Stored items
====

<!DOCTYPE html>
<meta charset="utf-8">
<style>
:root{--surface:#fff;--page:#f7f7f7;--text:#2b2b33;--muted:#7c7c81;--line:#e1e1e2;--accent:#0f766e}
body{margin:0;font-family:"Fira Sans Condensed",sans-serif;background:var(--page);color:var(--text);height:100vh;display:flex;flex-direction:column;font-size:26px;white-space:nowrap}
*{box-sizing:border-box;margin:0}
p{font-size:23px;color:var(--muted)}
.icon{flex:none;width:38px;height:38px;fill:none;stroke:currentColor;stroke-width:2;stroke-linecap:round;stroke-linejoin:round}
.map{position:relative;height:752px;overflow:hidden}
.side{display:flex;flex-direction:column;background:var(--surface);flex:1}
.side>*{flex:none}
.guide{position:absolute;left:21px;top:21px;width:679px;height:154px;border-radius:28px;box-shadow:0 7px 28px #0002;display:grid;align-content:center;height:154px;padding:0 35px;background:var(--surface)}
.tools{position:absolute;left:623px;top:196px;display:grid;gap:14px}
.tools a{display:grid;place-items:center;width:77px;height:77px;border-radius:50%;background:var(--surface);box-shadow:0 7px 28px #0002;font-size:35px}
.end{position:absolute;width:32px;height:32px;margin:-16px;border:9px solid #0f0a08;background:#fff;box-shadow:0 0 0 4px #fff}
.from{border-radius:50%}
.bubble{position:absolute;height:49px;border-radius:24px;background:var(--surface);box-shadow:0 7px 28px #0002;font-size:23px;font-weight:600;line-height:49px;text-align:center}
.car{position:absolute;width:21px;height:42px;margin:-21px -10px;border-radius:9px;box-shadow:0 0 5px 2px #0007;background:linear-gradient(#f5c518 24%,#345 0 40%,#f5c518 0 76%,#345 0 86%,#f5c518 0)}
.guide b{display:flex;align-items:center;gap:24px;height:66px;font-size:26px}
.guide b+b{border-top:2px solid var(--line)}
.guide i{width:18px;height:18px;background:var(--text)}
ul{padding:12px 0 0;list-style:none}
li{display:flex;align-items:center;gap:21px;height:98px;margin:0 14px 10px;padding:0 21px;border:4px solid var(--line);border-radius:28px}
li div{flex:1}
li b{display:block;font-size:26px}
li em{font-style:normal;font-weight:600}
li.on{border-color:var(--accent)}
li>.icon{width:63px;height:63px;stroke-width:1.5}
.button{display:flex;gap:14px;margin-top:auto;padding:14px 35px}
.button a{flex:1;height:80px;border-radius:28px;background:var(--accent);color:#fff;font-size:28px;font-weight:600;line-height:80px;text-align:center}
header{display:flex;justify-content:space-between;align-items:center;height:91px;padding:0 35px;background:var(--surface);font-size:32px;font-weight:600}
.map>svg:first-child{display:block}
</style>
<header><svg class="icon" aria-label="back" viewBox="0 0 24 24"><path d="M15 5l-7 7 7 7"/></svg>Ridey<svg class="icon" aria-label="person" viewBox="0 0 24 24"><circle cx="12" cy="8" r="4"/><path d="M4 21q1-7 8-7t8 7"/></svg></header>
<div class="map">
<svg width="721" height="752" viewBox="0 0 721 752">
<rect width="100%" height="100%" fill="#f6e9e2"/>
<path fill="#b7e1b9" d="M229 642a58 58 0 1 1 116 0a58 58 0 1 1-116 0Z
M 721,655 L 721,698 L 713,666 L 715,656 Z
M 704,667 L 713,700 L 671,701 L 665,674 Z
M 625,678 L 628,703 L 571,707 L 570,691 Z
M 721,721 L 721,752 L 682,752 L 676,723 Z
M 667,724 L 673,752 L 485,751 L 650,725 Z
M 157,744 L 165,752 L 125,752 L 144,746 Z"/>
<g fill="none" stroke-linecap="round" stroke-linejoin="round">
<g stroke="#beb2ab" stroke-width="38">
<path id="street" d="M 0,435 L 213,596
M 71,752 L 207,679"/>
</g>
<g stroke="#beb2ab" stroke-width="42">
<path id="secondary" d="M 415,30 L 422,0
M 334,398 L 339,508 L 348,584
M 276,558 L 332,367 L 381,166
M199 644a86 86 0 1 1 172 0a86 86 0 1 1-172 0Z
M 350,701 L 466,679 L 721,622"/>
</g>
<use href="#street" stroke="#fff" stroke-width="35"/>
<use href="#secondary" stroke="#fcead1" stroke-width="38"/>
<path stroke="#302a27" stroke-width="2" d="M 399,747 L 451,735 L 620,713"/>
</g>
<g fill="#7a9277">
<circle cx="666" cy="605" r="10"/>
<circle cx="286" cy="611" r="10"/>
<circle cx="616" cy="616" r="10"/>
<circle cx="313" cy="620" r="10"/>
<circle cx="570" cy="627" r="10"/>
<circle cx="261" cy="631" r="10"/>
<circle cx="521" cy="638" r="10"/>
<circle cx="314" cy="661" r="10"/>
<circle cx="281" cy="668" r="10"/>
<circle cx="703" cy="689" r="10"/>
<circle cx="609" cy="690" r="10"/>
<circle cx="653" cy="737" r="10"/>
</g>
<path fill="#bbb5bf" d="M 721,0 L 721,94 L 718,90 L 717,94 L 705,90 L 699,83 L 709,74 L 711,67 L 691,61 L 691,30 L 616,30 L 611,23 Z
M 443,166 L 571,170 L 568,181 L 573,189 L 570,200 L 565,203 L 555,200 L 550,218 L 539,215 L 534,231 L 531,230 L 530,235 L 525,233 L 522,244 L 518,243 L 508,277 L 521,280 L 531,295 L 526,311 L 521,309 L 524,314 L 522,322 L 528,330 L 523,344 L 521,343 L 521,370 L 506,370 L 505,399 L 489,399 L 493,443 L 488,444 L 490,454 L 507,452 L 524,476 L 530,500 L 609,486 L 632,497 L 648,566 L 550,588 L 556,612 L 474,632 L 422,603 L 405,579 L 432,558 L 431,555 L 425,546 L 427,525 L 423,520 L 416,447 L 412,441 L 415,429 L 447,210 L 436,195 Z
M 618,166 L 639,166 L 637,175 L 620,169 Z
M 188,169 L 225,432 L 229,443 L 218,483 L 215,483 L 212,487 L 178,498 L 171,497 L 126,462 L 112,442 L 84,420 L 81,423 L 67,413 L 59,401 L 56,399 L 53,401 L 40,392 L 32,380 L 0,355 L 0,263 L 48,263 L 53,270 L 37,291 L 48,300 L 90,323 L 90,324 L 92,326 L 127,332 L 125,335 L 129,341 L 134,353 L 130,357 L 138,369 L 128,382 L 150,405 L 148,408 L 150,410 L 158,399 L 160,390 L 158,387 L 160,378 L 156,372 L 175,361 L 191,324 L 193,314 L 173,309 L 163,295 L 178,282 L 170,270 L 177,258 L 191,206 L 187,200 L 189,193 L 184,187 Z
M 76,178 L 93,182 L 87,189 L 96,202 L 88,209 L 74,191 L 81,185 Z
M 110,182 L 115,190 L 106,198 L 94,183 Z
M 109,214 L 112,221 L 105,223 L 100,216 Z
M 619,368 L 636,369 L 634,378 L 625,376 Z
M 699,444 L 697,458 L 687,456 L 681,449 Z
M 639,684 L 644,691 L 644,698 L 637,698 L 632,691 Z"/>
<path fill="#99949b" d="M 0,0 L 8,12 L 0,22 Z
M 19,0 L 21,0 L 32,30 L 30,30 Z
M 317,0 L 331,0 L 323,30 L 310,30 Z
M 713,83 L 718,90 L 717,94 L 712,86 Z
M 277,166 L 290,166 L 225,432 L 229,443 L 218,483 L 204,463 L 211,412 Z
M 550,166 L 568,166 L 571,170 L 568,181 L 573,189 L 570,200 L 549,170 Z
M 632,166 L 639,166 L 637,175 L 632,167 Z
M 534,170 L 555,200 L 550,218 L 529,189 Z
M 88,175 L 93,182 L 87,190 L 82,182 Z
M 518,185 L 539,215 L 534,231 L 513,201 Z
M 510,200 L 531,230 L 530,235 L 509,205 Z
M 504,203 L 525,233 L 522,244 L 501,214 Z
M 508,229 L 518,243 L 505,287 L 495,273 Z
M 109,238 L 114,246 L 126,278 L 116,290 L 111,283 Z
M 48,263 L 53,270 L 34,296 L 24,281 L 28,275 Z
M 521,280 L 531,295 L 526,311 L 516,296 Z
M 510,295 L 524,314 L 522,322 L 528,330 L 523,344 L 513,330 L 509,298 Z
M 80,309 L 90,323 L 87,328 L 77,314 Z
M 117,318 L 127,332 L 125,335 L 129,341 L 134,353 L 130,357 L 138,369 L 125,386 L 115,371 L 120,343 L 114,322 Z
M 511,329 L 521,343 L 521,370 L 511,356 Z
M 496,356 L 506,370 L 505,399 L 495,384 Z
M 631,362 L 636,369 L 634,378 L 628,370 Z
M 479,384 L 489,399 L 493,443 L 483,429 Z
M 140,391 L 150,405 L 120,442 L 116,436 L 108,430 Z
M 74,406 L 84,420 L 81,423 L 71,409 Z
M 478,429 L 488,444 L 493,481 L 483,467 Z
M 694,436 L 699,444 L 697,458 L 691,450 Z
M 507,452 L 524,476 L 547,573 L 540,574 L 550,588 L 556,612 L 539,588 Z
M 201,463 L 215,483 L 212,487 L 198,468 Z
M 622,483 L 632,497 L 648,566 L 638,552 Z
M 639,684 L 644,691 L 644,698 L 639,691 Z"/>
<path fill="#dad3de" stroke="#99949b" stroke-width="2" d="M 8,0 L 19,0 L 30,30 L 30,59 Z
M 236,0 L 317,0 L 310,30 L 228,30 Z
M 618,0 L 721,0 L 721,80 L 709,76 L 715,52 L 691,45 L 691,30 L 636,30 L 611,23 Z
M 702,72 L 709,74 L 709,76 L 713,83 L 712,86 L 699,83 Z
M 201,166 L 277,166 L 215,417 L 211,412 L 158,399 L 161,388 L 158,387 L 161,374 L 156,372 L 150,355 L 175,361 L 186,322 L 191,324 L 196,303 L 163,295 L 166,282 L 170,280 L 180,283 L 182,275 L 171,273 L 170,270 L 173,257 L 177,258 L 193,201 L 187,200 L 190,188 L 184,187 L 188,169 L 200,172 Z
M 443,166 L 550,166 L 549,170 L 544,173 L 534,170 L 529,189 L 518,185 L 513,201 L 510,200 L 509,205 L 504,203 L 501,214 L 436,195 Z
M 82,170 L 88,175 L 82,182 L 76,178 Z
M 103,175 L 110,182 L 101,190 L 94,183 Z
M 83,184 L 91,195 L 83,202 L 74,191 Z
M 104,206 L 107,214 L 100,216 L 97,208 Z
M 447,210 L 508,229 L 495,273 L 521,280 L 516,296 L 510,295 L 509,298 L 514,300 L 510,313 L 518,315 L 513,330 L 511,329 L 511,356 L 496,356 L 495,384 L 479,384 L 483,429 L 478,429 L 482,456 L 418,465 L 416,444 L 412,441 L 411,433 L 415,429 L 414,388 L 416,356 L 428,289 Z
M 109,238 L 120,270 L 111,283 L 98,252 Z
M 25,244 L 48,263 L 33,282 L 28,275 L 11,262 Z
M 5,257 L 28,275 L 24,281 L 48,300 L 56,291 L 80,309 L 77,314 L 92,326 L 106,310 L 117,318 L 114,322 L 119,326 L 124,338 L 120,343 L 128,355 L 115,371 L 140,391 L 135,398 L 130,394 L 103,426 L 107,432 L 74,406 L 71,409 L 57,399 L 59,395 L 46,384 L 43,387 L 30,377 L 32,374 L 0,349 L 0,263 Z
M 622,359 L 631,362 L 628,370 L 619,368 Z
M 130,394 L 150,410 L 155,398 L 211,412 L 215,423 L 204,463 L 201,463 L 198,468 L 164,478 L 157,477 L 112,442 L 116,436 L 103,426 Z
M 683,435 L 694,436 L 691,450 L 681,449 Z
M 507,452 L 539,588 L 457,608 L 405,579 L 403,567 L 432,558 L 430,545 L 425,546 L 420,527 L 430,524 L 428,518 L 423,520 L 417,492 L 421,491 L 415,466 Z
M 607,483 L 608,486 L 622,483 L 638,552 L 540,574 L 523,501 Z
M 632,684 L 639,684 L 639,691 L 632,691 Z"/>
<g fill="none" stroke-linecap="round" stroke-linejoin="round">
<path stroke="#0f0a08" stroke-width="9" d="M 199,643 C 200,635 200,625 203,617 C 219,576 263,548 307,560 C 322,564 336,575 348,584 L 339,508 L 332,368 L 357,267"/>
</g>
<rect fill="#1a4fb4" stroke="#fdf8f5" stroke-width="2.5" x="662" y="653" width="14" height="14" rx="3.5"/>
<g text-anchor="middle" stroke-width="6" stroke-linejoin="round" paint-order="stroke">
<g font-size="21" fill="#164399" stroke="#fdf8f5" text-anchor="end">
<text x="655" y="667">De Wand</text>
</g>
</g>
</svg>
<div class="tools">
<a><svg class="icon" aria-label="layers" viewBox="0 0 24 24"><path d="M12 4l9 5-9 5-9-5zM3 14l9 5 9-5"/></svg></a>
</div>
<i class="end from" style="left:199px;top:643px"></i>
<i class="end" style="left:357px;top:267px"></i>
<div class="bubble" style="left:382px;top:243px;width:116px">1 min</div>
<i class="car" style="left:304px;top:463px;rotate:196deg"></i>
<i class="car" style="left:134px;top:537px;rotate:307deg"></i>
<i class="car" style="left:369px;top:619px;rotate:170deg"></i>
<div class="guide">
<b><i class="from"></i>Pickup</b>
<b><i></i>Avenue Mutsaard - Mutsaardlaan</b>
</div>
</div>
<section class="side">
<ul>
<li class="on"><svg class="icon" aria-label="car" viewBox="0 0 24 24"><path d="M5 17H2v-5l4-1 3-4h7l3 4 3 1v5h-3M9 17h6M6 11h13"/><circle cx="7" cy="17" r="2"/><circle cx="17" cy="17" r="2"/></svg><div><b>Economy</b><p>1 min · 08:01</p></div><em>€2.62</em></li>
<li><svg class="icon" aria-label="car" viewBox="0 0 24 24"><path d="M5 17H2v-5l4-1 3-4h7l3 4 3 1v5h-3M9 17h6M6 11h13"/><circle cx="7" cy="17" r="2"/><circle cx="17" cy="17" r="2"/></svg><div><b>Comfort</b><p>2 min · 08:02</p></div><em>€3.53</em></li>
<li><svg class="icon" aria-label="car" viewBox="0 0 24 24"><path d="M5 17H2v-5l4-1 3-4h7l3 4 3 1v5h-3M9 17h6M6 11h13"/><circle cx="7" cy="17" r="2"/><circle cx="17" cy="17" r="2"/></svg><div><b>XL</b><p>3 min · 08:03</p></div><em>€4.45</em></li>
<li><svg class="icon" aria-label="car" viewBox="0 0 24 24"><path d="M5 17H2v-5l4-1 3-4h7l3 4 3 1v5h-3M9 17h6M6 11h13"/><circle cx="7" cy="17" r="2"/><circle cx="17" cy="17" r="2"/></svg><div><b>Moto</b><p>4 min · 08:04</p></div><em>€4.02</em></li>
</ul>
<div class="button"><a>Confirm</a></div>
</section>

====

» **THE TASK**: All lines of the records above that contain the word "bubble" are to be copied out.

» **RESPONSE TO THE EXERCISE**:
.bubble{position:absolute;height:49px;border-radius:24px;background:var(--surface);box-shadow:0 7px 28px #0002;font-size:23px;font-weight:600;line-height:49px;text-align:center}
<div class="bubble" style="left:382px;top:243px;width:116px">1 min</div>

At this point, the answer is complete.